DTTX #727552, a 53’ well car, is carrying a single-stack container and a very unusual load on top of it.
This well car at one of Boeing’s plants appears to be hauling containers that appear to be about twice the height of usual containers.
Nothing unusual about the first picture other than there are five containers stacked. The top four are “Flat Rack” containers with the bulkheads folded down. With the end bulkheads folded up they can carry cargo that won’t fit through end doors, and they are capable of being top-lifted and supporting another container above.
If they can be connected to the lower container with IBCs, they’re fair game.
@ Eric: it won’t work…put one of these on the highway, and the Clinton Street viaduct will still win! Seriously, I’m wondering whether this is an adjustment Boeing made so it doesn’t require its own well cars in some instances.
Note the “reporting mark” on a couple of them - RDIU = Rail Decks Intermodal.
Here’s a link to a webpage that in turn has further links to several detail photos (none are mine) of them: http://www.matts-place.com/intermodal/part3/53foot.htm Scroll all the way down to the bottom of this page, and in the table under “53’ FLAT RACKS” you’ll see RDIU 510004 and RDIU 510010. Click on those and the links under “NOTES” to see most of the details. Here’s just one of a flat-rack in the ‘up’ position for those of you who want to “cut to the chase” right away:
http://www.matts-place.com/intermodal/part3/images/rdiu510004_view2.jpg
Note that these are manufactured by MANAC in Canada - see:
http://www.matts-place.com/intermodal/part3/images/rdiu510010_builders_plate.jpg
For something just as odd, in that same table click on the link just above the RDIU for "NS chassis racks: http://www.matts-place.com/intermodal/part3/images/ns_chassis_rack.jpg
And then this one for how a J.B. Hunt version looks when loaded:
http://www.matts-place.com/intermodal/part3/images/jbhu900025_side_view.jpg
- Paul North.
The Boeing loads are most probably a dedicated container load, possibly with some specific airfoils (maybe a horizontal stabilizer Tail(?) of one of their products, maybe wing parts. Driving by the Spirit Aero Plant’s backside area and you’ll see fuselages loaded,and their attendant O H cars ( for tail assembly parts(?). BNSF brings them down for set out from their Wichita Yard. I would suspect when Boeing gets their operation going in South Carolina (the one in the news recently for their Union Problems); Folks in the South East will start seeing the Boeing cars on trains over there. Seems most of the time the Boeing cars run right behind the head-end locomotives.

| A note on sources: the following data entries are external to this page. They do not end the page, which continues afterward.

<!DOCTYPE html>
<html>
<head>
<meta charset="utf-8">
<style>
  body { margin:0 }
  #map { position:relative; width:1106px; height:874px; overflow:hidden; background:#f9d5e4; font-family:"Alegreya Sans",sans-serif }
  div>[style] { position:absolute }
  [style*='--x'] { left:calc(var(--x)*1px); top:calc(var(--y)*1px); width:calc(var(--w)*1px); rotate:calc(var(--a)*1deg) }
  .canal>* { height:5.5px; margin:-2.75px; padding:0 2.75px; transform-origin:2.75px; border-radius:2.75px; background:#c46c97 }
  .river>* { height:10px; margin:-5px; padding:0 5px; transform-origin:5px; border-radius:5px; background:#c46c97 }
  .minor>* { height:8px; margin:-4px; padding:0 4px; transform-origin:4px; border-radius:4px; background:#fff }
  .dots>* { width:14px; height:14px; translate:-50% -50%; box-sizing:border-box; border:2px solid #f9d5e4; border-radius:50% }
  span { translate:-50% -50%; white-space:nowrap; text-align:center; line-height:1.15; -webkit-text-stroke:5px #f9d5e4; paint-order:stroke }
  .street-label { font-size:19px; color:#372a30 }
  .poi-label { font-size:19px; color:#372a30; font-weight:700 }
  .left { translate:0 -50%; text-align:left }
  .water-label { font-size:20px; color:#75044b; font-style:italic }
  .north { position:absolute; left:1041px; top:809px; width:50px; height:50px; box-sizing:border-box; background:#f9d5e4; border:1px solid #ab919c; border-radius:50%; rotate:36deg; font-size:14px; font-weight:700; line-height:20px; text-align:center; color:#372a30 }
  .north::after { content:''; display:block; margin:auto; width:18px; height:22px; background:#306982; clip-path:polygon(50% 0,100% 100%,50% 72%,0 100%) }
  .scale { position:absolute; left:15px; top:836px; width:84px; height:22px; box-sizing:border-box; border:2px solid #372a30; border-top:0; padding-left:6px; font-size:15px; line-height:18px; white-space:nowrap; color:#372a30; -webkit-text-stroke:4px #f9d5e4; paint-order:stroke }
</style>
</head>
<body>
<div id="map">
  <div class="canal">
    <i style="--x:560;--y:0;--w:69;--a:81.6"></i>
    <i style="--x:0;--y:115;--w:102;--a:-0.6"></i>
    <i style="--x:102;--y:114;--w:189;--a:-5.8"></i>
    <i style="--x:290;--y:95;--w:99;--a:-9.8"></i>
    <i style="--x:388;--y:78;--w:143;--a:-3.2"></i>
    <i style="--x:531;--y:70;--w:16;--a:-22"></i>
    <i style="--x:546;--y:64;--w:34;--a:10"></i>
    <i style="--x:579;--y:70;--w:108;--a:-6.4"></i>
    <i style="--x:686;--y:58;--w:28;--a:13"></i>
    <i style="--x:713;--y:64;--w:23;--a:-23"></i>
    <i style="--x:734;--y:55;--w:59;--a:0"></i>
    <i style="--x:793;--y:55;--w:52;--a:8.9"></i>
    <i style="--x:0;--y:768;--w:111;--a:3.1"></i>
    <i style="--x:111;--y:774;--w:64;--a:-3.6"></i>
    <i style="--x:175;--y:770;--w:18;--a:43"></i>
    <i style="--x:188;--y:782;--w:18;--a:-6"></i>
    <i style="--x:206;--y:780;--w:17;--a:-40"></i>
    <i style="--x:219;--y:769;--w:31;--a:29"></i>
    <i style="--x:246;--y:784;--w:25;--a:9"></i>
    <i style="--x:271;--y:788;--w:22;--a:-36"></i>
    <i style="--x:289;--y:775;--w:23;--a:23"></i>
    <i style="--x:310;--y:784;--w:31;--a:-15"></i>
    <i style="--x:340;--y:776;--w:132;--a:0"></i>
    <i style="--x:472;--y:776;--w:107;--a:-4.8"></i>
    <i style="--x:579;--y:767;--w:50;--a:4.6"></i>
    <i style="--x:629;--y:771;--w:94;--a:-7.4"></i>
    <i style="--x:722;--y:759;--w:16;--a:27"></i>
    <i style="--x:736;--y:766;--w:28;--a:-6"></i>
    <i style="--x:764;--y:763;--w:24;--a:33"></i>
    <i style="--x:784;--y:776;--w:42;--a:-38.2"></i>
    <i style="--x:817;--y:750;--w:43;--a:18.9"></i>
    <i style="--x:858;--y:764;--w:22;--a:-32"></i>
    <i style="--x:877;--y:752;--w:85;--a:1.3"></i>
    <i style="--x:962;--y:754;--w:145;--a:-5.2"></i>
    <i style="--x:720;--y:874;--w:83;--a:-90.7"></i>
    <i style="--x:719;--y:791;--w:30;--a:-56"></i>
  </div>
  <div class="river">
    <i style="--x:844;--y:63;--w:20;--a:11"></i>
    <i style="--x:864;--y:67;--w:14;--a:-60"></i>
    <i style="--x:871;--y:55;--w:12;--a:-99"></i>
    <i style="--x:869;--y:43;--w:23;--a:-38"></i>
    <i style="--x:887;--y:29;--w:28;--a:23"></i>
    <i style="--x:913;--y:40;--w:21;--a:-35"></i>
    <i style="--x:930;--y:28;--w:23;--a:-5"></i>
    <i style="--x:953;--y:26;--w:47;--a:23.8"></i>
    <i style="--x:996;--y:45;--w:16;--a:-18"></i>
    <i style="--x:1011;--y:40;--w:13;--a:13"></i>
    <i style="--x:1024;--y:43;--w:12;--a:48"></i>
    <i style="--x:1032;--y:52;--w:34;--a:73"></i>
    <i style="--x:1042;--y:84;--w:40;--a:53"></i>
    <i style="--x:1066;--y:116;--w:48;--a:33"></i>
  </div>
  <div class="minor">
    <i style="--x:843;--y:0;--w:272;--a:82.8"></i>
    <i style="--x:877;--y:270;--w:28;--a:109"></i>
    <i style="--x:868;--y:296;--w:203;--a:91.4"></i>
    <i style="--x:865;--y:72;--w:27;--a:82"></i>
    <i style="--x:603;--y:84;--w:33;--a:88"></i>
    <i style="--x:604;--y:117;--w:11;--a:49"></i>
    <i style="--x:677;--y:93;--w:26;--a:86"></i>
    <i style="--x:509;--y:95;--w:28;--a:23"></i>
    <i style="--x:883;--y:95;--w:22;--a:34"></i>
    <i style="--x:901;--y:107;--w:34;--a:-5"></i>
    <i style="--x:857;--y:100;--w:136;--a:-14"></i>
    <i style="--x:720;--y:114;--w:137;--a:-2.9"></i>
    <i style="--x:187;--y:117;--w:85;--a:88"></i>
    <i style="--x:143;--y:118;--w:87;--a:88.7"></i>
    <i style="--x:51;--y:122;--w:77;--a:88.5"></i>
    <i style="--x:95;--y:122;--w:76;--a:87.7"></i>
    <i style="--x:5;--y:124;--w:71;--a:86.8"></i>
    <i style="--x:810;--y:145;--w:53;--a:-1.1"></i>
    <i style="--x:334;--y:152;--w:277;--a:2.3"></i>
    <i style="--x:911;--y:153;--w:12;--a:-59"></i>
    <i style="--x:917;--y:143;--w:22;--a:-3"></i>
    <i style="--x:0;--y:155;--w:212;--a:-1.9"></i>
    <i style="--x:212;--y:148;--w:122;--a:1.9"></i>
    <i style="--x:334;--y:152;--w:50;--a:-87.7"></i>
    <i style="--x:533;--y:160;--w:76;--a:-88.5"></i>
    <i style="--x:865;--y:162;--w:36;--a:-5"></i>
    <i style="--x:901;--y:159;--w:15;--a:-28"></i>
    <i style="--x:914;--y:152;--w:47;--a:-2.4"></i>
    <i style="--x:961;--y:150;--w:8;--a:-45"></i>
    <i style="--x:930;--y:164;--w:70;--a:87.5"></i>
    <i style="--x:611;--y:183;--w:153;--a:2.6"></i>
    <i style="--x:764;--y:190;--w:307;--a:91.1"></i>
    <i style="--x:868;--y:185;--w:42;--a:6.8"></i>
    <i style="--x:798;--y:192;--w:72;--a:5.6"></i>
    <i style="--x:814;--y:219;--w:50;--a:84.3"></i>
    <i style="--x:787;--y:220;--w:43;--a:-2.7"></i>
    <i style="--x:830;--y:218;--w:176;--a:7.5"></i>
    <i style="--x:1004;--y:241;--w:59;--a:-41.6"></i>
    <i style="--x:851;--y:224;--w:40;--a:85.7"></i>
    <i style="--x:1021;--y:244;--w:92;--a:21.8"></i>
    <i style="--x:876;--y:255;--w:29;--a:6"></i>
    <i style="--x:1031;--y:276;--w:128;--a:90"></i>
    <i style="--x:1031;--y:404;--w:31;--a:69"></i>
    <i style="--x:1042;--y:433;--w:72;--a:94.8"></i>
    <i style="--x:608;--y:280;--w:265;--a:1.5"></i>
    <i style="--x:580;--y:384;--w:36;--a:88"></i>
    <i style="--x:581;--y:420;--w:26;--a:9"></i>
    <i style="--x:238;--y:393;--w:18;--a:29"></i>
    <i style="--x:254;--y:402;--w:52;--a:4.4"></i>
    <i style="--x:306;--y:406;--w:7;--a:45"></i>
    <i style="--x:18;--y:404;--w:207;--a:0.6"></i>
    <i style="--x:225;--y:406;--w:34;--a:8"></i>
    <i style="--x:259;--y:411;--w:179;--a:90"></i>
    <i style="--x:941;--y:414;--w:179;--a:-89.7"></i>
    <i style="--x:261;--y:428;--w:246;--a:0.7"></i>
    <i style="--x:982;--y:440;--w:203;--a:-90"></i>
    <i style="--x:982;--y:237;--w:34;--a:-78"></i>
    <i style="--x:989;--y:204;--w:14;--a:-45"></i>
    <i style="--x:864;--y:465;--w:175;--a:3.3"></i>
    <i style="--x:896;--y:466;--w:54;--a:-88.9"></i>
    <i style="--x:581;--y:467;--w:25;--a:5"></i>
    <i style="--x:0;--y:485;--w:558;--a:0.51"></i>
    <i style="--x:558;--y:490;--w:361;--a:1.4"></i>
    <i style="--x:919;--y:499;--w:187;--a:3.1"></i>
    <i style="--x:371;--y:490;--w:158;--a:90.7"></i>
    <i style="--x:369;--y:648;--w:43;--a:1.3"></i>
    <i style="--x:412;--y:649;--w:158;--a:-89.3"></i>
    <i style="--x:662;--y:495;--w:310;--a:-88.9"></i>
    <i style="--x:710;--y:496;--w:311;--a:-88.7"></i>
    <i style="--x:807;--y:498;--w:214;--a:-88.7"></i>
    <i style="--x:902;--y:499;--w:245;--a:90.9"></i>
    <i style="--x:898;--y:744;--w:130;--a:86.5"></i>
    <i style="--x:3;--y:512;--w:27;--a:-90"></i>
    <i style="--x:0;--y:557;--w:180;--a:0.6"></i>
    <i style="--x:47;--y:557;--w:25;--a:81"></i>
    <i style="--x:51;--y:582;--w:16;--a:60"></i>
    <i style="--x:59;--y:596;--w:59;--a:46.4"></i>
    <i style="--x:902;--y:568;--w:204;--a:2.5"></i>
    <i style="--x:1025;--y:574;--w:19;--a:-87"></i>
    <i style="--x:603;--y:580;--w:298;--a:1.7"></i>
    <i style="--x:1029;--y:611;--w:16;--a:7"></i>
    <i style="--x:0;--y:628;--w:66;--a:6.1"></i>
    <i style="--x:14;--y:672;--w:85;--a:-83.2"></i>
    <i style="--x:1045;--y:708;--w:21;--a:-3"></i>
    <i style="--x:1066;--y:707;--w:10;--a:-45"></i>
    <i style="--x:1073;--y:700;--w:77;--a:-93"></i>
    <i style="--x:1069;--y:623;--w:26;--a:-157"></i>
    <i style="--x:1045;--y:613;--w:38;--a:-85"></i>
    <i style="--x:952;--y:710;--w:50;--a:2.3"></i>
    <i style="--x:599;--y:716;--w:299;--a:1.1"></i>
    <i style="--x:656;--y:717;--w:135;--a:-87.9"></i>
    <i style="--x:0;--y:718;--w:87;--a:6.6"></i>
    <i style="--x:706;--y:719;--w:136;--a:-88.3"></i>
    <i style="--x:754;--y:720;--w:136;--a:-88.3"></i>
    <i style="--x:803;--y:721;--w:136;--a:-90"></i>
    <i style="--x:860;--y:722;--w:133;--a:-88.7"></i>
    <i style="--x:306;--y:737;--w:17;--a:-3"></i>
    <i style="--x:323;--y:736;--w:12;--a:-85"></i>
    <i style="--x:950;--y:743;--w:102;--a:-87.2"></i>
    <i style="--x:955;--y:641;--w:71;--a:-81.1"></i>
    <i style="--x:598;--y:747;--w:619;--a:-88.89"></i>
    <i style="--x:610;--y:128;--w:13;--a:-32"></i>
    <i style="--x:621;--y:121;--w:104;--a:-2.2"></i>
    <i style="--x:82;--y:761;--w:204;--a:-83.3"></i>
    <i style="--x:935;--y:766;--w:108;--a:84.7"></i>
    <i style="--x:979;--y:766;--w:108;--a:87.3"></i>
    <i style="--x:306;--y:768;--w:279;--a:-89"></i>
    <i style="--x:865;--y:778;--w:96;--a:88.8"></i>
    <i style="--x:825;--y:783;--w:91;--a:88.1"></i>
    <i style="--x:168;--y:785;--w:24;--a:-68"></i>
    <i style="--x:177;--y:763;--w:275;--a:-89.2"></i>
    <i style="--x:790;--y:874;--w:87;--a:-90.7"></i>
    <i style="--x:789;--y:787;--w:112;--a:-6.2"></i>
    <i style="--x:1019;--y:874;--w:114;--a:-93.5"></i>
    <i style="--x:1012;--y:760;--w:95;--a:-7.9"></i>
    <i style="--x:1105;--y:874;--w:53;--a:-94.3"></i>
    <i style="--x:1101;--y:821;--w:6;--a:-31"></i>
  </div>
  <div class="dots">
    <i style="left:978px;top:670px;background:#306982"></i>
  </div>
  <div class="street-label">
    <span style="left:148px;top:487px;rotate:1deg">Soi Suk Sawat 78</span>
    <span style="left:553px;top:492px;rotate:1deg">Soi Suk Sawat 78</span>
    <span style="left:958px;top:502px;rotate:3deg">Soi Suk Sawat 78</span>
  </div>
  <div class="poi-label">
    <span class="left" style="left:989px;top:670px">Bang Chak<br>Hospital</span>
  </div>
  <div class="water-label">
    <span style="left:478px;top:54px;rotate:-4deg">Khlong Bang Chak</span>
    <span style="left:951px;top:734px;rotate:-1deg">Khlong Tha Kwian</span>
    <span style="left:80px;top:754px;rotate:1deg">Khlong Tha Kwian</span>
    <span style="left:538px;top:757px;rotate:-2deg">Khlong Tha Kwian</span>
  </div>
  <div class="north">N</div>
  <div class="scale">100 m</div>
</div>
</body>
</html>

Hawker Beachcraft seems to use on road transport for their products (CFI pulls them over-length and sometimes over width) in the Wichita area.
The Boeing containers definitely could not go by truck. I figure all rail plant to plant or port to plant. The bridge over the rail line appears to be low. They may be in-plant only containers, perhaps to transport some assembly that needs support during the movement.
Cool - I spent a week at the hotel a few hundred feet to the WSW of that image, though didn’t venture over that part of Mukilteo.